Germany’s energy regulator said it had “temporarily suspended” certification of the Nord Stream 2 pipeline, defeating the Kremlin-backed gas project and pushing gas prices up in the UK and mainland Europe .
The regulator said it could not yet approve the project, led by Russian Gazprom, because its owners had not yet properly set up an operational subsidiary in accordance with German law.
The suspension comes at a critical time for European gas supplies, with prices soaring across the continent. Gazprom has been accused by some countries of restricting exports to Western Europe in order to increase pressure on Germany and speed up approval of the project.
UK gas contracts for December delivery rose nearly 10% to £ 2.24 per therm on the news while the European benchmark gained 8% to € 87.80 per megawatt hour, with both contracts trading near their highest level of last month.
The Switzerland-based Nord Stream 2 project created a German subsidiary to own and operate the German section of the pipeline. This unit “must then meet the requirements of the Energy Industry Act for an independent transmission system operator,” said the regulator on Tuesday.
“The certification process remains suspended,” said the regulator. He said that Nord Stream 2 would be able to continue with certification within the four-month deadline set by law.
Nord Stream 2 would send 55 billion cubic meters of gas per year under the Baltic Sea, allowing Kremlin-controlled gas exporter Gazprom to reach customers in Germany and elsewhere in Europe without using pipelines crossing Ukraine.
Gas traders are looking for signs that Russia will increase its exports to Western Europe, but have seen only fragmentary increases in recent weeks, with flows well below the level of a year ago.
Russian President Vladimir Putin has always linked the increase in exports to the approval of the Nord Stream 2 pipeline. Any delay is likely to increase fears that Russian flows will remain at relatively low levels this winter.

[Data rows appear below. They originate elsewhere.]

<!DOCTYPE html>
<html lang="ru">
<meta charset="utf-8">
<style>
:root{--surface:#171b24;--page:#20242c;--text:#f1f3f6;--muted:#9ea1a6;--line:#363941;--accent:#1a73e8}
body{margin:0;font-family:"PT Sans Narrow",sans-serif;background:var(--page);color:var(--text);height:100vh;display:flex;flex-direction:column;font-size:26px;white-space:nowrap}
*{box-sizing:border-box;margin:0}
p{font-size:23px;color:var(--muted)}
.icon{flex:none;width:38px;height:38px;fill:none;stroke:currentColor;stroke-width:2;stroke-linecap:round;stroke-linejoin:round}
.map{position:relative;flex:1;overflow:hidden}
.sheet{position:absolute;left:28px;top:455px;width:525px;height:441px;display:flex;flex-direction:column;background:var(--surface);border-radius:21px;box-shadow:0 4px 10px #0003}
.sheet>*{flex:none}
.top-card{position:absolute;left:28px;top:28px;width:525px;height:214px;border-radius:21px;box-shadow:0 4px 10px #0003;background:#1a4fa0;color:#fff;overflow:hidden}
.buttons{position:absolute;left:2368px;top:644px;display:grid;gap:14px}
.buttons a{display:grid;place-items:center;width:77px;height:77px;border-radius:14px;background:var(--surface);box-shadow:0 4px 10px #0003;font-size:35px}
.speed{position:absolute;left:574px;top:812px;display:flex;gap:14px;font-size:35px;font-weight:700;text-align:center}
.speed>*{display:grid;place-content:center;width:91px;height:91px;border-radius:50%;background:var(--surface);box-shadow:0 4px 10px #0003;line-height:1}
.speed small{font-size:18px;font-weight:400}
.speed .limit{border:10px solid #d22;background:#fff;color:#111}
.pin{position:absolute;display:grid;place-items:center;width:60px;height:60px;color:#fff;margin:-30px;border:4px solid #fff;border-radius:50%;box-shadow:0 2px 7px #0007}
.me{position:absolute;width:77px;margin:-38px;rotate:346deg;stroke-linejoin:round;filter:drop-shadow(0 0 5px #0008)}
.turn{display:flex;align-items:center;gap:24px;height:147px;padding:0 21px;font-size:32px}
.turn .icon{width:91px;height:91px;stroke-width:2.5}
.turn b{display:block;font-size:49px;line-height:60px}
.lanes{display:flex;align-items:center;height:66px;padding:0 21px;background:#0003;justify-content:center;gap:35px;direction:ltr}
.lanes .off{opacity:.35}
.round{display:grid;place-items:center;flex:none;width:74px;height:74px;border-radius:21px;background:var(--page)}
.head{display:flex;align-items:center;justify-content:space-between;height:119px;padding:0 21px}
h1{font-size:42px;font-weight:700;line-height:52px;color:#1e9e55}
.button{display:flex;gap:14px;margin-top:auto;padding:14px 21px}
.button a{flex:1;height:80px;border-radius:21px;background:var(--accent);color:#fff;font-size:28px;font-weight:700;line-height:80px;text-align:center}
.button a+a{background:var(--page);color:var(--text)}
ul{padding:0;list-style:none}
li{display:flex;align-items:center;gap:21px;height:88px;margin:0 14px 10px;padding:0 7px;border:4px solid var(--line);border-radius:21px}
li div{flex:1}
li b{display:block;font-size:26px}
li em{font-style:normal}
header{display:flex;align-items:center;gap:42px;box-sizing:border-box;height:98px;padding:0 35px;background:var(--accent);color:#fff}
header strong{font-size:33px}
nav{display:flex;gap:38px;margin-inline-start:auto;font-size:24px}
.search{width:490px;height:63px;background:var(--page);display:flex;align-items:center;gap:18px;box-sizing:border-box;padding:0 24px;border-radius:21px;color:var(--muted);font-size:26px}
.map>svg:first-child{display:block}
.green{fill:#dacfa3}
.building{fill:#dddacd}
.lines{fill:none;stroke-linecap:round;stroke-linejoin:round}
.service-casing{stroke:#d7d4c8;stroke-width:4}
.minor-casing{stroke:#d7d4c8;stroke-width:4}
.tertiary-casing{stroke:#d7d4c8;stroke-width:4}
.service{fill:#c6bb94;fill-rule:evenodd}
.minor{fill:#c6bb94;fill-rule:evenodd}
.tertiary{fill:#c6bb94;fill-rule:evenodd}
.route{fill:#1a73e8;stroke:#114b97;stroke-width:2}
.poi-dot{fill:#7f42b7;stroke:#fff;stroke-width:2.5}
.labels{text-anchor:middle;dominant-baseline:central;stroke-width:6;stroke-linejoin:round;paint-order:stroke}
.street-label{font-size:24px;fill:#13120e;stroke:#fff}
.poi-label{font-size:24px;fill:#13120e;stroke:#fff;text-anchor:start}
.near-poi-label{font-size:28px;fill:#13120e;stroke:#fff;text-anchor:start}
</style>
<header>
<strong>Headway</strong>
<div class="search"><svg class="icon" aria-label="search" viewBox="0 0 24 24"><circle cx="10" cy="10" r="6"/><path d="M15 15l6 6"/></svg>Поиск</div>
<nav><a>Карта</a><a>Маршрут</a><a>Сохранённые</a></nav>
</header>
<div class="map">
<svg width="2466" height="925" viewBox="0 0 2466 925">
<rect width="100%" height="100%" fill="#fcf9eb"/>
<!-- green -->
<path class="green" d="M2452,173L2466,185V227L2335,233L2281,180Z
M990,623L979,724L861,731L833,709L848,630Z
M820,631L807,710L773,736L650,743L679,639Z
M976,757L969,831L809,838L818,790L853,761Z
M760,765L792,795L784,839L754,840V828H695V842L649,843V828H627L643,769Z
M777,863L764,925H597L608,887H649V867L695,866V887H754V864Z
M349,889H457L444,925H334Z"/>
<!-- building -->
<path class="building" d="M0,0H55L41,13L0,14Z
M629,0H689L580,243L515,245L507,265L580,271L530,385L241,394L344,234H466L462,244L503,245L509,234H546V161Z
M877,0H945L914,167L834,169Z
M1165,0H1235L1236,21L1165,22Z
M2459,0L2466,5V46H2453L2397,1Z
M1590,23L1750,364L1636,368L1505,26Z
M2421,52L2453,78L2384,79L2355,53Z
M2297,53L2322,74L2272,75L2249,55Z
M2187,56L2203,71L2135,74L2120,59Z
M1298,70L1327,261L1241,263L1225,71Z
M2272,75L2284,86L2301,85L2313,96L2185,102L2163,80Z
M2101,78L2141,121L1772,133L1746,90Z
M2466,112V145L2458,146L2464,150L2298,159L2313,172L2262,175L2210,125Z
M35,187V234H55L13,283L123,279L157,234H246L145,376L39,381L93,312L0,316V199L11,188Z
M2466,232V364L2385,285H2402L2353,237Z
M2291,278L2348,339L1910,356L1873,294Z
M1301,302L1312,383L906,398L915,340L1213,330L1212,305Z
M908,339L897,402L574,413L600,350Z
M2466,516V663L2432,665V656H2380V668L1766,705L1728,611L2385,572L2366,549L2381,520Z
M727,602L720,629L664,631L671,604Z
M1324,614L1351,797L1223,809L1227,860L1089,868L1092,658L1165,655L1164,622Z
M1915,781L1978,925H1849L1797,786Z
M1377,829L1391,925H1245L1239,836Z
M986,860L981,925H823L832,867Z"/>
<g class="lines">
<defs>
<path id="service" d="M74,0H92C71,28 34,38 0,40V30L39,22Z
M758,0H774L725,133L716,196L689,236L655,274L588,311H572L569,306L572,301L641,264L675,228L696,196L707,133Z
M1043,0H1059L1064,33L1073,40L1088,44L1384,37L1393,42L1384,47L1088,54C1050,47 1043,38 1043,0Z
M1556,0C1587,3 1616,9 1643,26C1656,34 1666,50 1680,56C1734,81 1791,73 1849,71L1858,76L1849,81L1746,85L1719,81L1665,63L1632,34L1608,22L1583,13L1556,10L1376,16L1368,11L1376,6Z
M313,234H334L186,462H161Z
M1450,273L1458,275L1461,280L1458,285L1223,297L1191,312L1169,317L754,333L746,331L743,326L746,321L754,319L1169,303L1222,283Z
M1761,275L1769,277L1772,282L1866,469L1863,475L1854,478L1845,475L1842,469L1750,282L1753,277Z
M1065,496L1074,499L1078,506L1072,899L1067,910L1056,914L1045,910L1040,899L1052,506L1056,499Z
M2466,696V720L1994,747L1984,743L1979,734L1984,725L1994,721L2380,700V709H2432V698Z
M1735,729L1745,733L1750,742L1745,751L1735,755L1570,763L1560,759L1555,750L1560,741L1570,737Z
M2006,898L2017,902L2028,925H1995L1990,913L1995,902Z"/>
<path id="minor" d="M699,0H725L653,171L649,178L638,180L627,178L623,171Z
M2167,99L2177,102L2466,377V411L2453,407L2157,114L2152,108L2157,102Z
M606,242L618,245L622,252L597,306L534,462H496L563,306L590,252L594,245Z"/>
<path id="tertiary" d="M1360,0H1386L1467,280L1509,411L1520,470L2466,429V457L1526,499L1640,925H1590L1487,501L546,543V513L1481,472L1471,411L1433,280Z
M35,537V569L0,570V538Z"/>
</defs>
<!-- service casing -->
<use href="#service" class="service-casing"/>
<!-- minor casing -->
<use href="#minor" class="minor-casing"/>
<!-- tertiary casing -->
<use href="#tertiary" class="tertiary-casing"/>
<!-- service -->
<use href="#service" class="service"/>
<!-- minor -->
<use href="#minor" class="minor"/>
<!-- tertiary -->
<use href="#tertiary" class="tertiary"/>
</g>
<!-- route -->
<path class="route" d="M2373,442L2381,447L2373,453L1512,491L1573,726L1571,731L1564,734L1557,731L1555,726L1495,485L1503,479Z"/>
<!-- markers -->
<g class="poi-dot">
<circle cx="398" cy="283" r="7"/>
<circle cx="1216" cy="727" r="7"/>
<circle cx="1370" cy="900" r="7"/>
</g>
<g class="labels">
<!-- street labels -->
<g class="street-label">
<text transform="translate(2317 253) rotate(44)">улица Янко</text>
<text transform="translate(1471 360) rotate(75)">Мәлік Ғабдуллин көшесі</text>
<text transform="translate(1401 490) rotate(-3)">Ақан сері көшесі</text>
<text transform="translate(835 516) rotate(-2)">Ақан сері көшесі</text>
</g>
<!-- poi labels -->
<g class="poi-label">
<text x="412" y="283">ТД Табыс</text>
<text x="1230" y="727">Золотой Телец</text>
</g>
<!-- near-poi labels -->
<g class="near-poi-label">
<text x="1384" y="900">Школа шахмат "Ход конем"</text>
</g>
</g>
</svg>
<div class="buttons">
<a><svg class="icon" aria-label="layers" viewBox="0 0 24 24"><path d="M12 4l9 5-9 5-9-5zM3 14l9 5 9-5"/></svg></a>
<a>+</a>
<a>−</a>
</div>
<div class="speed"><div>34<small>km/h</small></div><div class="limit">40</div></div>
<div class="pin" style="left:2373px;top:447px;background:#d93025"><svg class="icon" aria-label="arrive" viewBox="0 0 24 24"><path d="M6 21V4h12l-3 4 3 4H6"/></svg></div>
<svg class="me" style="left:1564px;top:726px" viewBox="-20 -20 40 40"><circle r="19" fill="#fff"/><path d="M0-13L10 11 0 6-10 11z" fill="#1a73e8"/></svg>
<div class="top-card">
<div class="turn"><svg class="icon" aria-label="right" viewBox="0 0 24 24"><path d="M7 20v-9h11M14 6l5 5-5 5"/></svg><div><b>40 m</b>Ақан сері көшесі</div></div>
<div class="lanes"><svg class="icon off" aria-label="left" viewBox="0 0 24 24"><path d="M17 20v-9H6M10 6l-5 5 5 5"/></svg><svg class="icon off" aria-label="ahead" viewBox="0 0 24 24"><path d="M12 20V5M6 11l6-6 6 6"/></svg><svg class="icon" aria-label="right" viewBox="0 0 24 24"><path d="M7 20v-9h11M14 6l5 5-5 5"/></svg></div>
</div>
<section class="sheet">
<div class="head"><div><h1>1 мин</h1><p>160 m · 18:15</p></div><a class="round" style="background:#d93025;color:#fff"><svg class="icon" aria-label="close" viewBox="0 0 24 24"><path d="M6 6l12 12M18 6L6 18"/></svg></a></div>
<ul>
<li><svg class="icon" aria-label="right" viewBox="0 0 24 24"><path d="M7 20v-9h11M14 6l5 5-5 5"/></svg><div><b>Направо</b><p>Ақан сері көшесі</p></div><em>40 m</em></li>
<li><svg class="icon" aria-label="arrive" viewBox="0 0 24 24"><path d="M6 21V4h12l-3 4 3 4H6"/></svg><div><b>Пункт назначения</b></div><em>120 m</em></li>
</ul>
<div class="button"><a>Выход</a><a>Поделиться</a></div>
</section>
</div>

“Any remaining hopes that this pipeline would be available for the winter are now completely dashed,” said James Waddell of Energy Aspects, a consulting firm. “More and more, it looks like it might not start until the second half of next year.”
“The lack of gas in storage and the lack of Russian supplies mean that we must essentially reduce industrial demand in order to preserve essential gas supplies for the electricity and heat networks. Europe needs to sharply reduce demand for industrial gas in a way we have not seen in decades.
Waddell said Russia could increase supplies to Western Europe via the Ukrainian pipeline system that Russia has relied on since Soviet times, but said this was unlikely given the insistence of Moscow on the fact that Nord Stream 2 is the key to boosting exports.
Ukrainian officials have warned that they believe Russia is in fact blackmailing Europe by restricting gas supplies, and that reducing its dependence on Ukraine could make it easier for Moscow to launch an invasion.
British Prime Minister Boris Johnson warned on Monday that the EU faces “a choice” between “defending Ukraine” and approving the Nord Stream 2 pipeline.